Stored data entries:
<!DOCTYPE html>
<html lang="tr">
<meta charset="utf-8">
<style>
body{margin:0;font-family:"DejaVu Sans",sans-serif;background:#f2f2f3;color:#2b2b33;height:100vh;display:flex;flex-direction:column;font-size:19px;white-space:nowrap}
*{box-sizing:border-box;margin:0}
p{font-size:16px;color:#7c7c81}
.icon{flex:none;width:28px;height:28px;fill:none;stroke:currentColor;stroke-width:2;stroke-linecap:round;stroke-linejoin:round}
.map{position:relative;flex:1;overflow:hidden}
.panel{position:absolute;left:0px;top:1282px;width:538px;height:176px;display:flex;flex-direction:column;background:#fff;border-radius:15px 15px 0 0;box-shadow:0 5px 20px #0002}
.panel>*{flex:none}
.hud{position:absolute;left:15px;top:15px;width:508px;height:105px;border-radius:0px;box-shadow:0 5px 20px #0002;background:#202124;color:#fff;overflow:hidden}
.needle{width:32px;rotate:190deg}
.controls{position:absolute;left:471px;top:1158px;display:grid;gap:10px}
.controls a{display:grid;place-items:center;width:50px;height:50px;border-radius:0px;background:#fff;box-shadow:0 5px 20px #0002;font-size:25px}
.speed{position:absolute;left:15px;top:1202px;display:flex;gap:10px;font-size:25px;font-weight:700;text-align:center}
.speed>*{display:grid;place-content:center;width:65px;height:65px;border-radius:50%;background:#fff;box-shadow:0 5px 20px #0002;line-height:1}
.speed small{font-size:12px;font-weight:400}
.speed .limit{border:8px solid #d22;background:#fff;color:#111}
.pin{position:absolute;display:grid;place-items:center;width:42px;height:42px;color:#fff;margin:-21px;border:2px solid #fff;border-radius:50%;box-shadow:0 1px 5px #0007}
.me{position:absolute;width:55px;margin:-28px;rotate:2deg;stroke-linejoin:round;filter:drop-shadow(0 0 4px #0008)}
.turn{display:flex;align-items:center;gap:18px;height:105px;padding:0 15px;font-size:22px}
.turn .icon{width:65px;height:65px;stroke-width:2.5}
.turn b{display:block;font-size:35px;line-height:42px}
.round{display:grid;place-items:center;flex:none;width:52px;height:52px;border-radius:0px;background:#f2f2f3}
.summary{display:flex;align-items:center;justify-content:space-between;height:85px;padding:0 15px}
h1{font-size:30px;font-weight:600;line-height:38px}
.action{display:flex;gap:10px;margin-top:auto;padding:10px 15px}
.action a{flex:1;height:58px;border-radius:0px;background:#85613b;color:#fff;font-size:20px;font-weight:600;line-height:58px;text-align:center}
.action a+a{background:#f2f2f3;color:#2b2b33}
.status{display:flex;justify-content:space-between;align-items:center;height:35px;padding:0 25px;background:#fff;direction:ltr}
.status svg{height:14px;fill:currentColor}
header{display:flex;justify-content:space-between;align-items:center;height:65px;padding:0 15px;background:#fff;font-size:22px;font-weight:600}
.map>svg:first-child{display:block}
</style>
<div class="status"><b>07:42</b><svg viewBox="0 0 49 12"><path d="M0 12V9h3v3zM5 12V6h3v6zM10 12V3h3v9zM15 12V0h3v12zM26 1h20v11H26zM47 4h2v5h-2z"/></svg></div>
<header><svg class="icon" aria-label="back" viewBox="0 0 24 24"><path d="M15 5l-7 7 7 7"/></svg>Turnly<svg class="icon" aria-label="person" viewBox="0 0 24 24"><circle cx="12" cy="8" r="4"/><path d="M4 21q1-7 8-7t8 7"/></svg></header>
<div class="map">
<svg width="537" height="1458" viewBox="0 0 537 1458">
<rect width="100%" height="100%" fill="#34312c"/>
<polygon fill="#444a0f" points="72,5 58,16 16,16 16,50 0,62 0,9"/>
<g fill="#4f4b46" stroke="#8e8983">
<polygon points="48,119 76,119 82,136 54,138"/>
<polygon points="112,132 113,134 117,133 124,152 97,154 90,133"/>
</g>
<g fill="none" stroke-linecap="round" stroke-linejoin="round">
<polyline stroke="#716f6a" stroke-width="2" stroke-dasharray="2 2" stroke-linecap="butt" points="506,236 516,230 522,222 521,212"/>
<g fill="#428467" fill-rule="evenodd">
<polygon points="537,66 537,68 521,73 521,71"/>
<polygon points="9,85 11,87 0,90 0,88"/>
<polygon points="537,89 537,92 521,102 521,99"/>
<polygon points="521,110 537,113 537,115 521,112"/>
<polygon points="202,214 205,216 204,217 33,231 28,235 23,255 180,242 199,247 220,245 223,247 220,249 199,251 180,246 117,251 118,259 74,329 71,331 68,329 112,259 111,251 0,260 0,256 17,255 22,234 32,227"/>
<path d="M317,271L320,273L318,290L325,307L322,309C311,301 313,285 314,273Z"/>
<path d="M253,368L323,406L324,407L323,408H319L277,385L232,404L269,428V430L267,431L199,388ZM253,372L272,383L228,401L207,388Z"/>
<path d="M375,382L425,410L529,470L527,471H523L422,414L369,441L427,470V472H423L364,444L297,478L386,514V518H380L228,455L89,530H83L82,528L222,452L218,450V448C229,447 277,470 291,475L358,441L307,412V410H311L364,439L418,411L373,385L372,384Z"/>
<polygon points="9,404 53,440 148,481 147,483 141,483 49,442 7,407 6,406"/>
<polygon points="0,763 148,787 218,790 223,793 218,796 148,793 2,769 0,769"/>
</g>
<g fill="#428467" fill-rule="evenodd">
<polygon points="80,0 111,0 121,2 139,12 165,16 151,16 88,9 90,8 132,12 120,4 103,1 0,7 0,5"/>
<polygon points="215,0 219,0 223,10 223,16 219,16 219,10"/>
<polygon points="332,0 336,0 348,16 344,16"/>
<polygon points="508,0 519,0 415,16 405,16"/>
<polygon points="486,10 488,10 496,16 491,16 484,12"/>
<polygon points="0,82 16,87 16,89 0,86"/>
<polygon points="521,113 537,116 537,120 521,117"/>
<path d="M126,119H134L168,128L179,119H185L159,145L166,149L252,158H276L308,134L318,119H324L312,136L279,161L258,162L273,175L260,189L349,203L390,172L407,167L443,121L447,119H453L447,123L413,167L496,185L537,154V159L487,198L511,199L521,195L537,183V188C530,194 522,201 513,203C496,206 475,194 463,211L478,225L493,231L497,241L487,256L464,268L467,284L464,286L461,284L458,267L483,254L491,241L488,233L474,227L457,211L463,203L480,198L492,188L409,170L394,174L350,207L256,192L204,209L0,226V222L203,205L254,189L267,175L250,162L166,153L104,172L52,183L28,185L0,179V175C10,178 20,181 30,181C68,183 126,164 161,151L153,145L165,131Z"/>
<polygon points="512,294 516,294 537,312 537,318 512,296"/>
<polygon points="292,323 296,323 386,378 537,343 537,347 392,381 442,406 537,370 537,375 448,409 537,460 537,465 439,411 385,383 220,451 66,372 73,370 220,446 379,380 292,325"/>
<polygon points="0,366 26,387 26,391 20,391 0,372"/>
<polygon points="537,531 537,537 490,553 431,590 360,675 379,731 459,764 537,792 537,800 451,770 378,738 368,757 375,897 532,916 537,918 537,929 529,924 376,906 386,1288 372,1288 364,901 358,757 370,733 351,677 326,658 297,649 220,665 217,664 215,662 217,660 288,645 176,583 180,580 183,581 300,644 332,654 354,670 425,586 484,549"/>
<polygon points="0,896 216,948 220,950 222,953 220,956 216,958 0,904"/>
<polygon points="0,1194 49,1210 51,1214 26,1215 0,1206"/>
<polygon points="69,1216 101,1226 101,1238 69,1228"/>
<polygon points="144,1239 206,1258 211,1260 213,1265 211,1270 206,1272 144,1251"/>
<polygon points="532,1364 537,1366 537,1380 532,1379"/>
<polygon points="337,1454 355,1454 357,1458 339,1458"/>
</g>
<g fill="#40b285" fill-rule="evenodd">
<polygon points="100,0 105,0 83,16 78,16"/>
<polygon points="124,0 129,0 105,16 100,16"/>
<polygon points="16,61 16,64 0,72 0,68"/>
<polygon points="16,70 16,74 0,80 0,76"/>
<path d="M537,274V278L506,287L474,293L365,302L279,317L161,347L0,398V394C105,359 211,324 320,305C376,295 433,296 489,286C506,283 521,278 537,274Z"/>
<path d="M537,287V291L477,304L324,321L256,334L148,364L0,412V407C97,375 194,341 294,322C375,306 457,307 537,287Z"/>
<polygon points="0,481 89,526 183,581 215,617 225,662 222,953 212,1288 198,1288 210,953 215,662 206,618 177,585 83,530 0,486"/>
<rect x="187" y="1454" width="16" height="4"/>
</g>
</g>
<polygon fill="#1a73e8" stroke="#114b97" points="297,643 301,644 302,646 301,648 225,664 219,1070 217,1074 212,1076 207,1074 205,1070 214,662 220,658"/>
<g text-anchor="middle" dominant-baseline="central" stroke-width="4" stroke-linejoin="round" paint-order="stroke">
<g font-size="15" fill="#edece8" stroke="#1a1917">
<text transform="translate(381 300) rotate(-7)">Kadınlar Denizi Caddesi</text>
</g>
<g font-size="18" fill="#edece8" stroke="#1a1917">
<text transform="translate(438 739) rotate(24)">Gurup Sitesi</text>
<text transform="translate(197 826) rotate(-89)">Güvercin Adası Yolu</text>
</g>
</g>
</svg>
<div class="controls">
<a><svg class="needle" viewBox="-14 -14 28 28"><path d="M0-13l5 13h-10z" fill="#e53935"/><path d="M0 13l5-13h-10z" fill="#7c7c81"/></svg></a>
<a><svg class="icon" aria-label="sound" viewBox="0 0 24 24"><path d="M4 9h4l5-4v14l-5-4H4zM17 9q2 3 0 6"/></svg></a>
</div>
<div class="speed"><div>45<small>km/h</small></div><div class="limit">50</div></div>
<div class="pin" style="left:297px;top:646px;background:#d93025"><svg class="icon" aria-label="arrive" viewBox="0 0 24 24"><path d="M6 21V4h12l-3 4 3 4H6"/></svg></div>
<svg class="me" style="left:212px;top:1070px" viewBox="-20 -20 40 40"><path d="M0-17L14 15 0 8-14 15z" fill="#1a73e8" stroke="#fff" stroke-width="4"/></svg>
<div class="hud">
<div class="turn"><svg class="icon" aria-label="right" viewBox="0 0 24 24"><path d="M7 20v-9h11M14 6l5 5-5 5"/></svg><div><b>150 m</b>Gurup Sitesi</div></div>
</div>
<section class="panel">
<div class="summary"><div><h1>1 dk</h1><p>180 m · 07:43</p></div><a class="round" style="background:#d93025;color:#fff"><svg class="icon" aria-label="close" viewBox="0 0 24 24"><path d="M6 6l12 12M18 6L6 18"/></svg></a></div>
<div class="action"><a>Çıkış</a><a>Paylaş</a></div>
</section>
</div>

*What you need to do*:
Your task is to copy every line of the entries that contains the string "shadow".

*Reply*:
.panel{position:absolute;left:0px;top:1282px;width:538px;height:176px;display:flex;flex-direction:column;background:#fff;border-radius:15px 15px 0 0;box-shadow:0 5px 20px #0002}
.hud{position:absolute;left:15px;top:15px;width:508px;height:105px;border-radius:0px;box-shadow:0 5px 20px #0002;background:#202124;color:#fff;overflow:hidden}
.controls a{display:grid;place-items:center;width:50px;height:50px;border-radius:0px;background:#fff;box-shadow:0 5px 20px #0002;font-size:25px}
.speed>*{display:grid;place-content:center;width:65px;height:65px;border-radius:50%;background:#fff;box-shadow:0 5px 20px #0002;line-height:1}
.pin{position:absolute;display:grid;place-items:center;width:42px;height:42px;color:#fff;margin:-21px;border:2px solid #fff;border-radius:50%;box-shadow:0 1px 5px #0007}
.me{position:absolute;width:55px;margin:-28px;rotate:2deg;stroke-linejoin:round;filter:drop-shadow(0 0 4px #0008)}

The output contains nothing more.